Both batsmen retired after scoring their centuries, Chattergoon on an even 100 and Arjune on 103.
National selectors Joe Solomon, Lennox Hunte and Alfred Maycock will pick Guyana’s side as the country prepares to host the 2004 Carib Beer four-day competition in mid-January.
The trials officially started yesterday, since on Wednesday rain had the final say.
When bails were lifted on the end of the day’s play, Mahendra Nagamootoo’s side were on 282 for one in 111 overs with Travis Dowlin on 50 not out and Hemnauth Pooran on four.
The only wicket to fall was that of 2003 Under-19 captain Assad Fudadin, who went to young right-arm off-spinner, Leon Johnson, for 24 with the score on 265 runs in 99 overs.
Early dropped catches in the day could have given the match a different twist, since both centurions were dropped when the score was ten.
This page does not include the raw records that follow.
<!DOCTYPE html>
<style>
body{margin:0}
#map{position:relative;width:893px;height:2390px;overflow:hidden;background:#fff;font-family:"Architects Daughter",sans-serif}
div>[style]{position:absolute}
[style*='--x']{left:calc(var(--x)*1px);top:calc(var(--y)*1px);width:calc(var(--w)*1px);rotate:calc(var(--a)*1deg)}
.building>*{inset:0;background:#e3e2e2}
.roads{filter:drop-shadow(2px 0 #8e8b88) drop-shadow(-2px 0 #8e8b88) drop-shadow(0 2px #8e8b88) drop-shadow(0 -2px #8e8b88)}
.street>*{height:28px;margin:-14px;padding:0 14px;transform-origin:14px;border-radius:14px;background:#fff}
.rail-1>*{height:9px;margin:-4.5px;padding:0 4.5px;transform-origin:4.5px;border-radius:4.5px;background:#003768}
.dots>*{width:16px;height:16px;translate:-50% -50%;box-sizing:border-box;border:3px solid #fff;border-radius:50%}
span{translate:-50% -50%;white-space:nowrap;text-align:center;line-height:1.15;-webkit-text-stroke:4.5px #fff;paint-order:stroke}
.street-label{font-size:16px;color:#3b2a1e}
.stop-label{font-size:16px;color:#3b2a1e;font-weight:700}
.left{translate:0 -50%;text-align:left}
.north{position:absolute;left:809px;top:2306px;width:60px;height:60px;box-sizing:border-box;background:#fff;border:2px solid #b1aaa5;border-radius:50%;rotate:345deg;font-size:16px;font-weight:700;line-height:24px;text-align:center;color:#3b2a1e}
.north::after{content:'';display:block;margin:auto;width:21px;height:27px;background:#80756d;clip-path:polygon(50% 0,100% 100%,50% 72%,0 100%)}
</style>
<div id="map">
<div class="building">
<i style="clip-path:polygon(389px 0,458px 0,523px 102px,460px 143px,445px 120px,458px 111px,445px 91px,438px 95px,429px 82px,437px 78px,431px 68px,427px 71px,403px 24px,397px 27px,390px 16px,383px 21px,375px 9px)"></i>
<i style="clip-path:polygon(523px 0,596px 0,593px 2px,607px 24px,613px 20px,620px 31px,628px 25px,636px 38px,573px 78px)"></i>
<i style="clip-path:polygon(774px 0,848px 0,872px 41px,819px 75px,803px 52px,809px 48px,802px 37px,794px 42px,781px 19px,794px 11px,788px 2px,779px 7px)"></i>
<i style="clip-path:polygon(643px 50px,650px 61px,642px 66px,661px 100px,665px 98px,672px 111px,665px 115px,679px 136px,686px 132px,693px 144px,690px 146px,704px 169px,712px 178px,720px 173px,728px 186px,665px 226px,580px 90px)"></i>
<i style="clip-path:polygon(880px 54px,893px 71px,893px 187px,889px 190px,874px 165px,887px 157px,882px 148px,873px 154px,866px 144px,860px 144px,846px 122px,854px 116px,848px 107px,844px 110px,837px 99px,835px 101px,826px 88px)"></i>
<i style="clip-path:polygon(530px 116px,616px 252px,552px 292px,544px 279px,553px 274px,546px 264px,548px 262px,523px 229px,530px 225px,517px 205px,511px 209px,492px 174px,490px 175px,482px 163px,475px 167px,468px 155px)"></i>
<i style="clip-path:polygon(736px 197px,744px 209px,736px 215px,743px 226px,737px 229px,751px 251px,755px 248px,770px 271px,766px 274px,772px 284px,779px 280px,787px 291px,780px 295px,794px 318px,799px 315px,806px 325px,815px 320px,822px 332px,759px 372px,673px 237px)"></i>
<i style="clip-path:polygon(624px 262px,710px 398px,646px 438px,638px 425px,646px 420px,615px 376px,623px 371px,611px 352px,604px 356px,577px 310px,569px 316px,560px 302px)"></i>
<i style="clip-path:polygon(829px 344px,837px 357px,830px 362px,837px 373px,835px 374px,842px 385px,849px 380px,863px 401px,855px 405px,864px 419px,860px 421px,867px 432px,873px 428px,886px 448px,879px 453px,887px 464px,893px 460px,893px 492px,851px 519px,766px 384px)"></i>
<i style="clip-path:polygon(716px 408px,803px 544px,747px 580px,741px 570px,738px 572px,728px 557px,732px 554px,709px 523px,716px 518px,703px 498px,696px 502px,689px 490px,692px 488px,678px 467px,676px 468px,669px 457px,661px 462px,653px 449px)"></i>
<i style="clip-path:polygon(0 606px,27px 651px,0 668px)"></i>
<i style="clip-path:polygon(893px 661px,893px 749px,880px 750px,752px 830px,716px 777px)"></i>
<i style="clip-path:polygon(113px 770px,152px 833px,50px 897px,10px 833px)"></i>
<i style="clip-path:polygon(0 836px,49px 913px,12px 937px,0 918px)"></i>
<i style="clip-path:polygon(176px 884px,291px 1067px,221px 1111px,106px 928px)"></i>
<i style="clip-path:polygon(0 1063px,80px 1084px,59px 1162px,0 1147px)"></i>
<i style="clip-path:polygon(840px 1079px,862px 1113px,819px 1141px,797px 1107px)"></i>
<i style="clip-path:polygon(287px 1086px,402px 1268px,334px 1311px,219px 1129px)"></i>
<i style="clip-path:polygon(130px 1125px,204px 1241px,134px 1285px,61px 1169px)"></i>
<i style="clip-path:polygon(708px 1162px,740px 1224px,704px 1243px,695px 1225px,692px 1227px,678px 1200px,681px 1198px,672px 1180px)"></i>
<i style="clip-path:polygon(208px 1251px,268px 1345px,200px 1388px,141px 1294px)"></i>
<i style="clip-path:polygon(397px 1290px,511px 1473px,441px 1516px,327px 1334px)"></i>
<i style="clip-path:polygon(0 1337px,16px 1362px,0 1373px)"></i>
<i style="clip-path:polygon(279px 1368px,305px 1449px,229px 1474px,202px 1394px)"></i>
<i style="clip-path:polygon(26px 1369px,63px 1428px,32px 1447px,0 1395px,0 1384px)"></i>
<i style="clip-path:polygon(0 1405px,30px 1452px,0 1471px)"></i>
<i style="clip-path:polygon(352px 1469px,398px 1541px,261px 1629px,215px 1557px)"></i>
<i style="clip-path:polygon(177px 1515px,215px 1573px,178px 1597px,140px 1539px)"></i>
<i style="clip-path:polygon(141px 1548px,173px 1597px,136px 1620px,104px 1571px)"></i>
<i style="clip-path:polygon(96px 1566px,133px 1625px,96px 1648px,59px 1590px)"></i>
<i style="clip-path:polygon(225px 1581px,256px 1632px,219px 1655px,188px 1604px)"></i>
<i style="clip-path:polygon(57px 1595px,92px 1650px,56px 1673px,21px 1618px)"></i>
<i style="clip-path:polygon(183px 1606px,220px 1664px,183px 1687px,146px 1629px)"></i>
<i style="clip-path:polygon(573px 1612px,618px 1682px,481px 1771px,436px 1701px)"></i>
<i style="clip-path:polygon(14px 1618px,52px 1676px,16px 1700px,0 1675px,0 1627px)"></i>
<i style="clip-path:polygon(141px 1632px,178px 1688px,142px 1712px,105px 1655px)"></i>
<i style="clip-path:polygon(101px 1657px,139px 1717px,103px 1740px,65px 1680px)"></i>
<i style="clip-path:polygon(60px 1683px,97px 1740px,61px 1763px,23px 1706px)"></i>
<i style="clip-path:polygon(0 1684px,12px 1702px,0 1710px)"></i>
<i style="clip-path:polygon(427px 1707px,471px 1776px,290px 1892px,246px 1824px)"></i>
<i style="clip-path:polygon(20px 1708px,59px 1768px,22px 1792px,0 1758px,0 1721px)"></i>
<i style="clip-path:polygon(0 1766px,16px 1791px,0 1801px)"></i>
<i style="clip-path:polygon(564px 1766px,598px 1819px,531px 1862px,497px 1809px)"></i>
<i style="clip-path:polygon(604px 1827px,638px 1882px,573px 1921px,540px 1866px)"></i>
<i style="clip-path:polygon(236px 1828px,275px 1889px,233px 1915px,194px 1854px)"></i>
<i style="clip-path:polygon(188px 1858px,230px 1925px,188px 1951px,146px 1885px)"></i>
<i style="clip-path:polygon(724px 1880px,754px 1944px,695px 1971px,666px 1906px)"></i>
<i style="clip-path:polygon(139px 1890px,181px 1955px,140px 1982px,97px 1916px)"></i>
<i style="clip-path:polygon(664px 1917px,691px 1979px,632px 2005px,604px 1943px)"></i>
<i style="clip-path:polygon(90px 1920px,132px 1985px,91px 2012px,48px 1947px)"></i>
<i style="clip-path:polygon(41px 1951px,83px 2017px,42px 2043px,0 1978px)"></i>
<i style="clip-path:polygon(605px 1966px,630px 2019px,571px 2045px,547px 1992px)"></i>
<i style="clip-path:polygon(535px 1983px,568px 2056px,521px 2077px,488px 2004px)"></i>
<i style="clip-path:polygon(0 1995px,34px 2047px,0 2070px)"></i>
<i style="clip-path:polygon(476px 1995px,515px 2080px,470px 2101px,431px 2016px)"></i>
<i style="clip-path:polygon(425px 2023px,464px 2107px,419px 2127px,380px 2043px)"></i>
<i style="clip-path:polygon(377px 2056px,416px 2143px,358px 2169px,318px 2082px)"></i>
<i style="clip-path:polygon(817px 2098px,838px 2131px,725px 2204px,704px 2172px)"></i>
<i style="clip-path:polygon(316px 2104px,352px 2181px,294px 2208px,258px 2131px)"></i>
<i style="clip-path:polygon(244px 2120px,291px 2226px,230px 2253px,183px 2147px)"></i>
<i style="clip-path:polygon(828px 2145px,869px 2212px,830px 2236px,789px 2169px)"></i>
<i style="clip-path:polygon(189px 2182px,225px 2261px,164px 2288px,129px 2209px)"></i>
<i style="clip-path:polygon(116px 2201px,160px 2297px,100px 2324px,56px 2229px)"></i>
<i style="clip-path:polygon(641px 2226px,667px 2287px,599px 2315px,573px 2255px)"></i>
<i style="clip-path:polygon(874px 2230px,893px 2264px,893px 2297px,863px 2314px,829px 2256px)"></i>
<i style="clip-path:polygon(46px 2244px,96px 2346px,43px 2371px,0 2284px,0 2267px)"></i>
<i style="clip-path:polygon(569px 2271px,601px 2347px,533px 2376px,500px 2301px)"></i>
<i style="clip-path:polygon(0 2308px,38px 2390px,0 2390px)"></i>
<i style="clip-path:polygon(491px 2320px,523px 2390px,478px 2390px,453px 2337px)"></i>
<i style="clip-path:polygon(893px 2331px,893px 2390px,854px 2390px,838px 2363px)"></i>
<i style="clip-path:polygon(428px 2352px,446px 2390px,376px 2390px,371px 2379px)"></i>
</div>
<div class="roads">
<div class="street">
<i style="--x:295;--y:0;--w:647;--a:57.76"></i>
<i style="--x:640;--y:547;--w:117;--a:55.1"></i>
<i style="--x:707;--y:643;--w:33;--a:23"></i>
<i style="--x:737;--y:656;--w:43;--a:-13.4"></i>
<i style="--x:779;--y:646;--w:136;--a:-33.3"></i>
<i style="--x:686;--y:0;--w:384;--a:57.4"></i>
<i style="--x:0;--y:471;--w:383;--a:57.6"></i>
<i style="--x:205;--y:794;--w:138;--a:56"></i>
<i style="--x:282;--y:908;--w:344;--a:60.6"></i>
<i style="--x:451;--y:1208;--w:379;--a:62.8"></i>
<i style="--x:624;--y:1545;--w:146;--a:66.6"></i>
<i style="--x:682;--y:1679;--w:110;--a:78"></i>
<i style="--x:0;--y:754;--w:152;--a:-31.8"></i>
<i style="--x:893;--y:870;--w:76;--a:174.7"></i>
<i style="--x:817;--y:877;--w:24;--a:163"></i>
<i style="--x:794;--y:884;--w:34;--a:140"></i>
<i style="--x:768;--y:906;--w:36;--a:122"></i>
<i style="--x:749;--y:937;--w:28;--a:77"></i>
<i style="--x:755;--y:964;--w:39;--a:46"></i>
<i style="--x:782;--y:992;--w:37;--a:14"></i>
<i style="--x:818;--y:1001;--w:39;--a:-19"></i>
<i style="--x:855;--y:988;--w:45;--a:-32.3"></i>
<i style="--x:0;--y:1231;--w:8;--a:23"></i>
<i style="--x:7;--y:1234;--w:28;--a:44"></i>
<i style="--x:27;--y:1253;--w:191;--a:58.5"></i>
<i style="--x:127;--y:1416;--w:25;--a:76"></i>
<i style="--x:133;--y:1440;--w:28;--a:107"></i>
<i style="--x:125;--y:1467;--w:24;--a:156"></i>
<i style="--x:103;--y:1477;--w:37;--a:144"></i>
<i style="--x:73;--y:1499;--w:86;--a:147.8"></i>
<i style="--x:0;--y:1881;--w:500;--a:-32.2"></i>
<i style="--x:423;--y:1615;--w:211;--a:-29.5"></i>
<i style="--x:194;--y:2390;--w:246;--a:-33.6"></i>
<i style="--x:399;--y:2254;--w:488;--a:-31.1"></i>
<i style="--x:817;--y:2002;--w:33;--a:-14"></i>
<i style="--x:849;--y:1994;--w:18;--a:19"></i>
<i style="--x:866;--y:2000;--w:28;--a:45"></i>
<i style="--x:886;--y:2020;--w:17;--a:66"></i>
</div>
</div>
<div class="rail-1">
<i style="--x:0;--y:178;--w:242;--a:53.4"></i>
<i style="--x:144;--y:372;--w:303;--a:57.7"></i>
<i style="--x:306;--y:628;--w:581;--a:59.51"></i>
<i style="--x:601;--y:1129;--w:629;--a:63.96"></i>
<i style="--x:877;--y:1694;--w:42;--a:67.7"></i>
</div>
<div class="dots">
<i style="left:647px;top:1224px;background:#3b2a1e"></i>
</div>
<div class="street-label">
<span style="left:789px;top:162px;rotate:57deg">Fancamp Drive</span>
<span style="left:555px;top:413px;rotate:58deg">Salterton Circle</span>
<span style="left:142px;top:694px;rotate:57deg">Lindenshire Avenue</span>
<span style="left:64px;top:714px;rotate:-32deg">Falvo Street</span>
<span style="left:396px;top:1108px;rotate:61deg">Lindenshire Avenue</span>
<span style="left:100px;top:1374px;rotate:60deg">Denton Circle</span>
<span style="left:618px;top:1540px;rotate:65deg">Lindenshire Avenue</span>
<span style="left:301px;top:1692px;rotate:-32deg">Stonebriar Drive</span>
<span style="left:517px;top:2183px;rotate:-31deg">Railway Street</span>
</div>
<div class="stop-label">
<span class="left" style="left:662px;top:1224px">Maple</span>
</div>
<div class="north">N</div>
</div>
Arjune was dropped by Azeemul Haniff in first slip off the bowling of Rayon Griffith for eight, while Chattergoon was dropped by captain McGarrell at third slip off the bowling of Trevor Garraway for two.
After being spared, the duo capitalised on the perfect batting conditions. The 22-year-old Chattergoon was the more conservative of the two even though he made a faster 50, his half-century coming off 94 balls, decorated with six fours, while Arjune’s came off 109 balls, including two fours and two sixes.
The hundred-partnership was reached off 231 balls in 148 minutes and included eight fours and one six.
To give the other batsmen a chance at the crease, the opening batsman retired after making their century. Albion player Chattergoon retired first on 100 with 236 balls in 272 minutes with eight fours and 16 minutes. After that, Everest player Arjune retired on 103 which consisted of five fours and five sixes in 213 balls.
Chattergoon told Chronicle Sport that the main reason he and Arjune were able to manage the score was good communication between them.
“The running between the wickets was really good; the pitch was a batting wicket and after our chances we just put out heads down and batted,” Chattergoon said.
Chattergoon who made a century in last year’s trial related that his personal goal was to perform well.
“I am hoping to perform to the best of my ability, and would leave my fate to God,” Chattergoon said.
If Chattergoon is selected, it will be his fourth year and Arjune’s second.